Vous avez commis une grande imprudence, sir Edward, et fort inutilement, je vous assure, parce que votre guide est un cipaye de Ceylan, et il ne connaît pas nos chemins.
— Il faut donc une bonne escorte, seigneur nabab, si l’on veut voyager sans imprudence de ce côté ? dit Edward avec un accent d’indifférence très-marqué.
— Sans doute, sir Edward.
— À cause des tigres…
— D’abord, à cause des tigres, sir Edward…
— Oh ! ce sont pour moi de vieux amis…
— Oui, sir Edward, dit miss Arinda en croisant ses bras nus sur la table avec une exquise nonchalance ; oui, mais il y a d’autres animaux dans la montagne, qui sont vos vieux ennemis.
— Ah ! » dit Edward d’un air ébahi.
Et il continua d’enlever les grains de riz à la pointe de l’aiguille avec la dextérité d’un Chinois.
« Vous dites : Ah ! poursuivit la jeune Indienne d’un ton moqueur, on voit bien que vous arrivez de Londres… Tenez, connaissez-vous ce quadrupède… là… regardez… »

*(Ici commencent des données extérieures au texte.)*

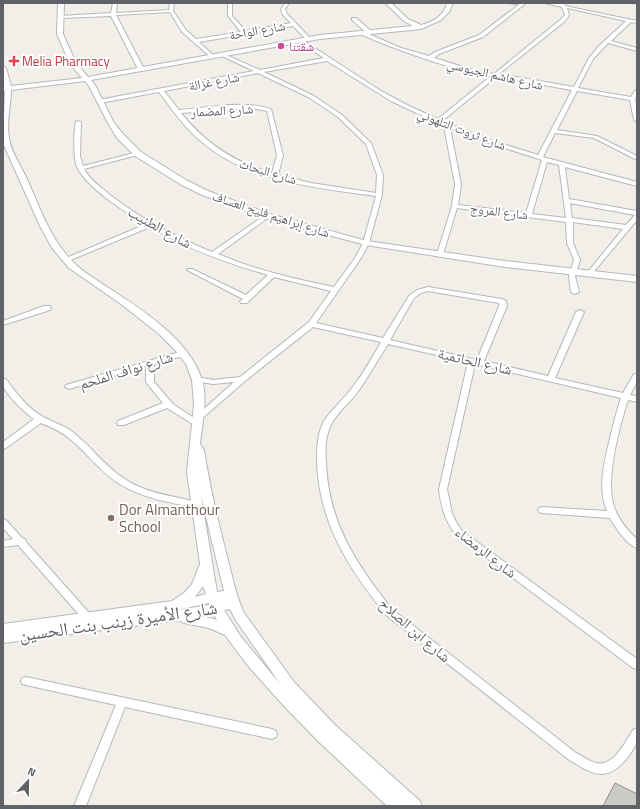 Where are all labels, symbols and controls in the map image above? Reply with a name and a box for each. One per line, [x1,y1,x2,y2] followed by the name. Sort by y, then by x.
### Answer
[227,15,287,45] street label: شارع الواحة
[289,36,314,56] place label: شقتنا
[276,41,286,51] marker: شقتنا
[22,51,110,71] place label: Melia Pharmacy
[444,53,545,96] street label: شارع هاشم الجيوسي
[9,56,19,66] marker: Melia Pharmacy
[187,66,241,96] street label: شارع غزالة
[189,98,254,122] street label: شارع المضمار
[414,103,509,156] street label: شارع ثروت التلهوني
[237,153,299,189] street label: شارع البحاث
[210,186,332,242] street label: شارع إبراهيم فليح العساف
[469,198,529,224] street label: شارع المروج
[124,200,196,254] street label: شارع الطنيب
[435,341,515,381] street label: شارع الحاتمية
[76,345,176,395] street label: شارع نواف الملحم
[119,498,220,538] place label: Dor Almanthour School
[106,513,116,523] marker: Dor Almanthour School
[450,520,522,584] street label: شارع الرمضاء
[374,592,456,668] street label: شارع ابن الصلاح
[17,594,219,648] street label: شارع الأميرة زينب بنت الحسين
[8,761,48,801] north arrow
[25,763,38,781] text: N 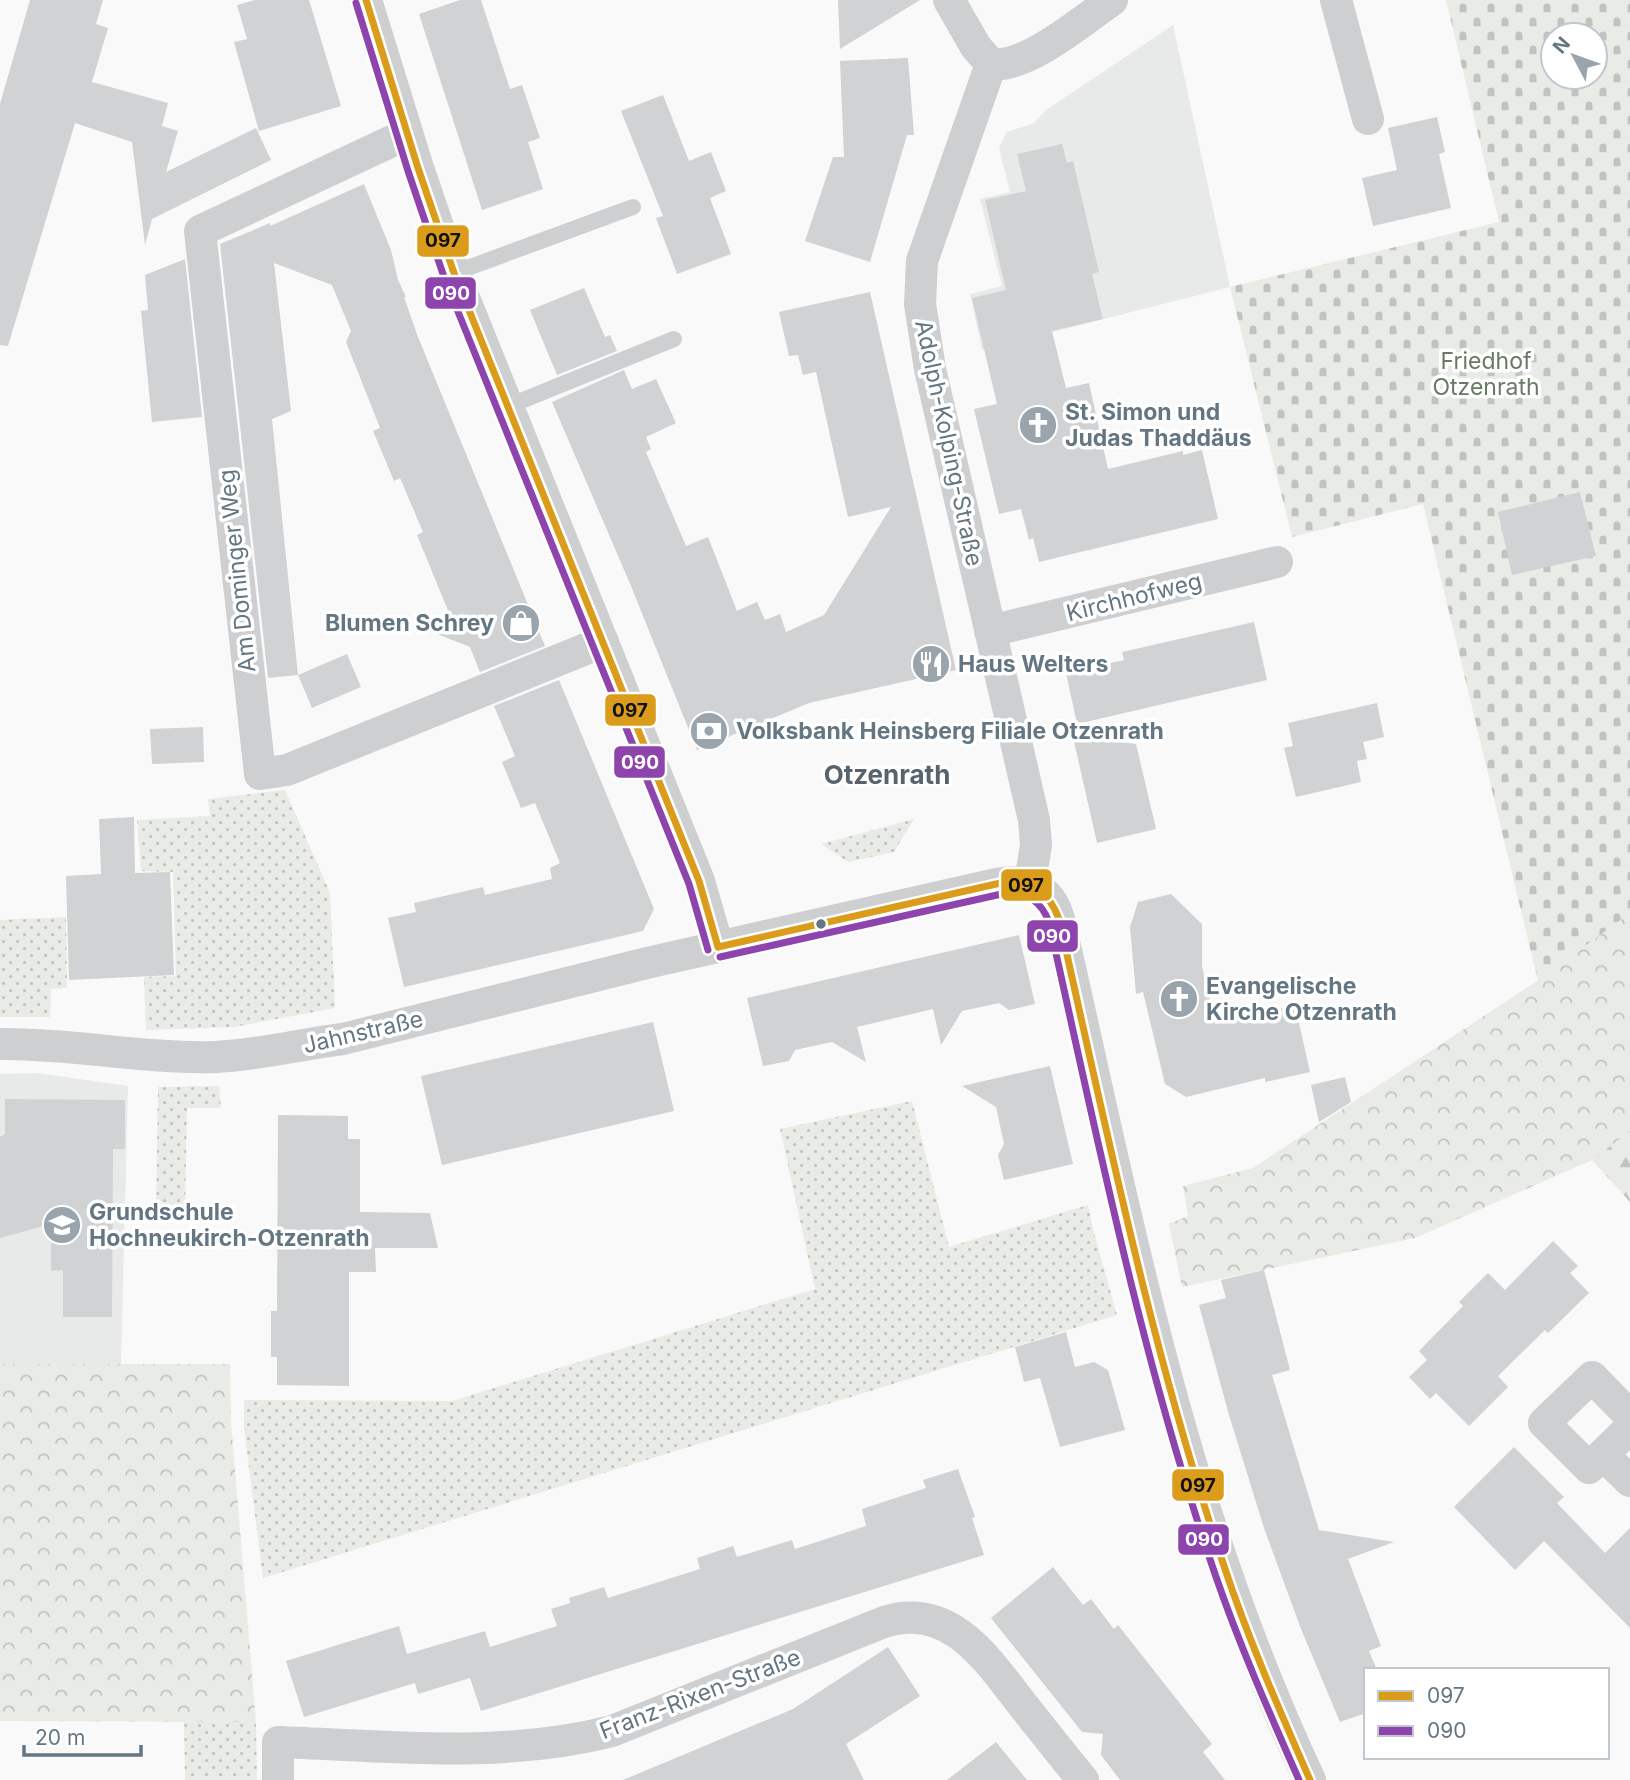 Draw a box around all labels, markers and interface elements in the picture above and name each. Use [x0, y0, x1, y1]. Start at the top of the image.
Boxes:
north arrow [1539, 21, 1609, 91]
text: N [1548, 32, 1575, 58]
line badge: 097 [416, 224, 470, 258]
text: 097 [425, 229, 461, 252]
line badge: 090 [424, 276, 477, 310]
text: 090 [432, 282, 470, 305]
street label: Adolph-Kolping-Straße [909, 317, 989, 569]
park label: Friedhof Otzenrath [1432, 347, 1540, 401]
place label: St. Simon und Judas Thaddäus [1065, 398, 1252, 452]
church icon: St. Simon und Judas Thaddäus [1017, 404, 1059, 446]
street label: Am Dominger Weg [212, 468, 262, 674]
street label: Kirchhofweg [1063, 567, 1205, 627]
shop icon: Blumen Schrey [500, 602, 542, 644]
place label: Blumen Schrey [325, 609, 494, 637]
restaurant icon: Haus Welters [910, 643, 952, 685]
place label: Haus Welters [958, 650, 1108, 678]
line badge: 097 [604, 693, 657, 727]
text: 097 [612, 699, 648, 722]
bank icon: Volksbank Heinsberg Filiale Otzenrath [688, 710, 730, 752]
place label: Volksbank Heinsberg Filiale Otzenrath [736, 717, 1164, 745]
line badge: 090 [613, 745, 666, 779]
text: 090 [621, 751, 659, 774]
district label: Otzenrath [824, 759, 950, 790]
line badge: 097 [1000, 868, 1053, 902]
text: 097 [1008, 874, 1044, 897]
unlabelled marker [814, 917, 828, 931]
line badge: 090 [1026, 919, 1079, 953]
text: 090 [1033, 925, 1071, 948]
place label: Evangelische Kirche Otzenrath [1206, 972, 1397, 1026]
church icon: Evangelische Kirche Otzenrath [1158, 978, 1200, 1020]
street label: Jahnstraße [300, 1005, 426, 1059]
place label: Grundschule Hochneukirch-Otzenrath [89, 1198, 370, 1252]
school or university icon: Grundschule Hochneukirch-Otzenrath [41, 1204, 83, 1246]
line badge: 097 [1171, 1468, 1225, 1502]
text: 097 [1180, 1474, 1216, 1497]
line badge: 090 [1177, 1523, 1230, 1556]
text: 090 [1185, 1528, 1223, 1551]
street label: Franz-Rixen-Straße [596, 1643, 804, 1745]
legend [1364, 1668, 1609, 1759]
text: 097 [1427, 1683, 1465, 1708]
scale bar [24, 1714, 142, 1758]
text: 090 [1427, 1718, 1467, 1743]
text: 20 m [35, 1725, 85, 1750] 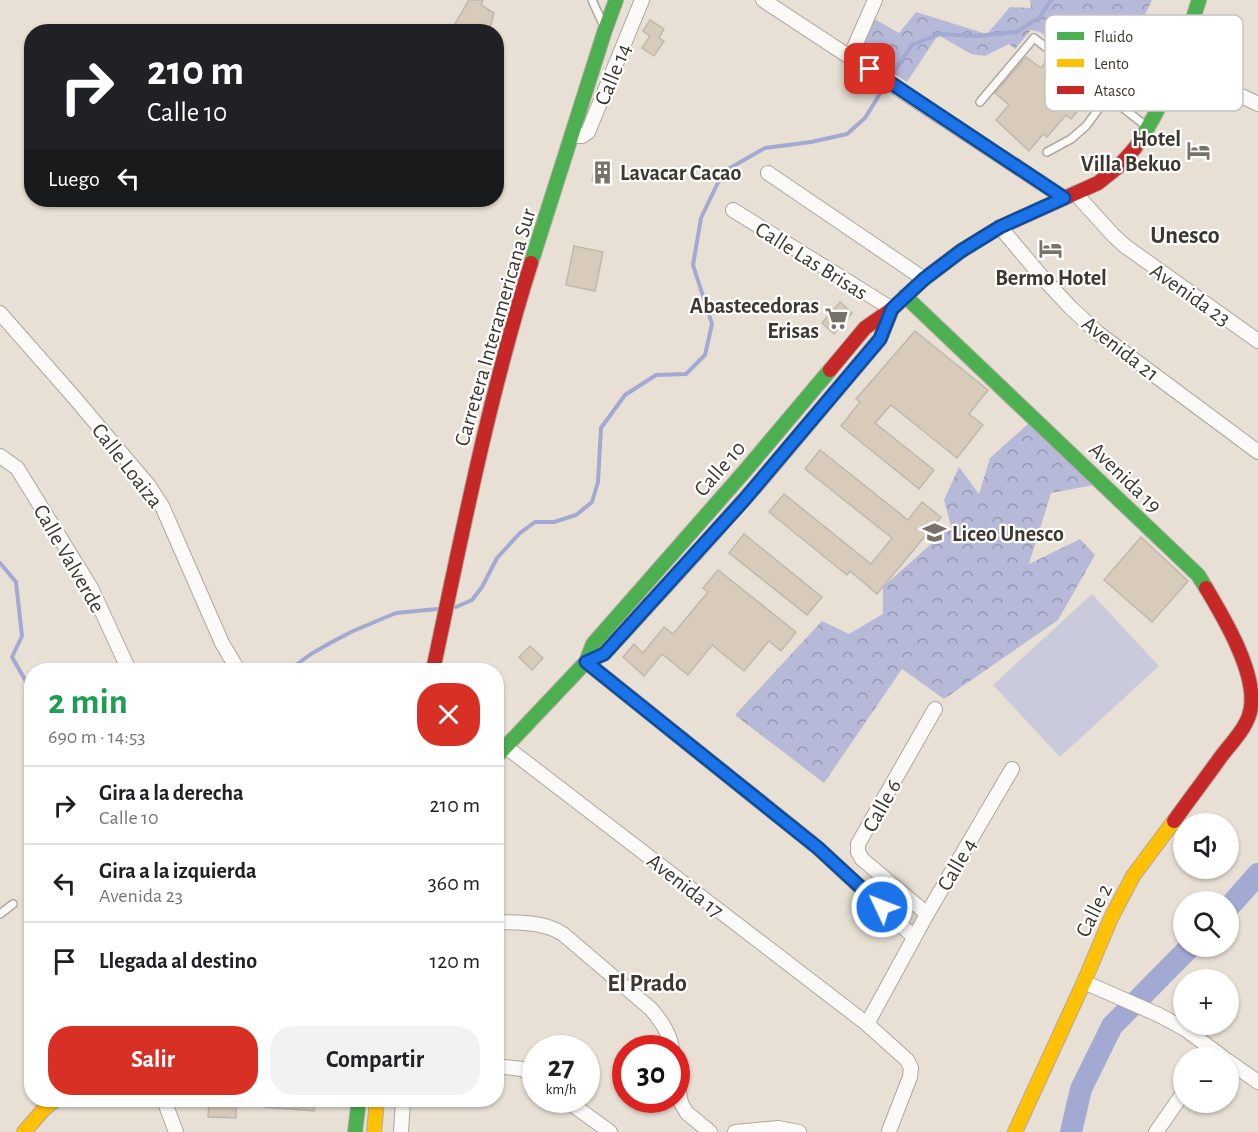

Edward suivit l’indication du doigt d’Arinda, et vit sur la muraille une gravure anglaise fort connue à Londres, et représentant un Taug. Il regarda longtemps, et de l’air d’un homme qui cherche un nom oublié pour le mettre au bas d’un portrait anonyme.
« Vous ne reconnaissez pas cela, sir Edward ! dit la jeune fille en croisant ses jolies petites mains d’ivoire doré.
— C’est le sea-bishop (l’évêque de mer), si je ne me trompe, » dit Edward avec un naturel parfait.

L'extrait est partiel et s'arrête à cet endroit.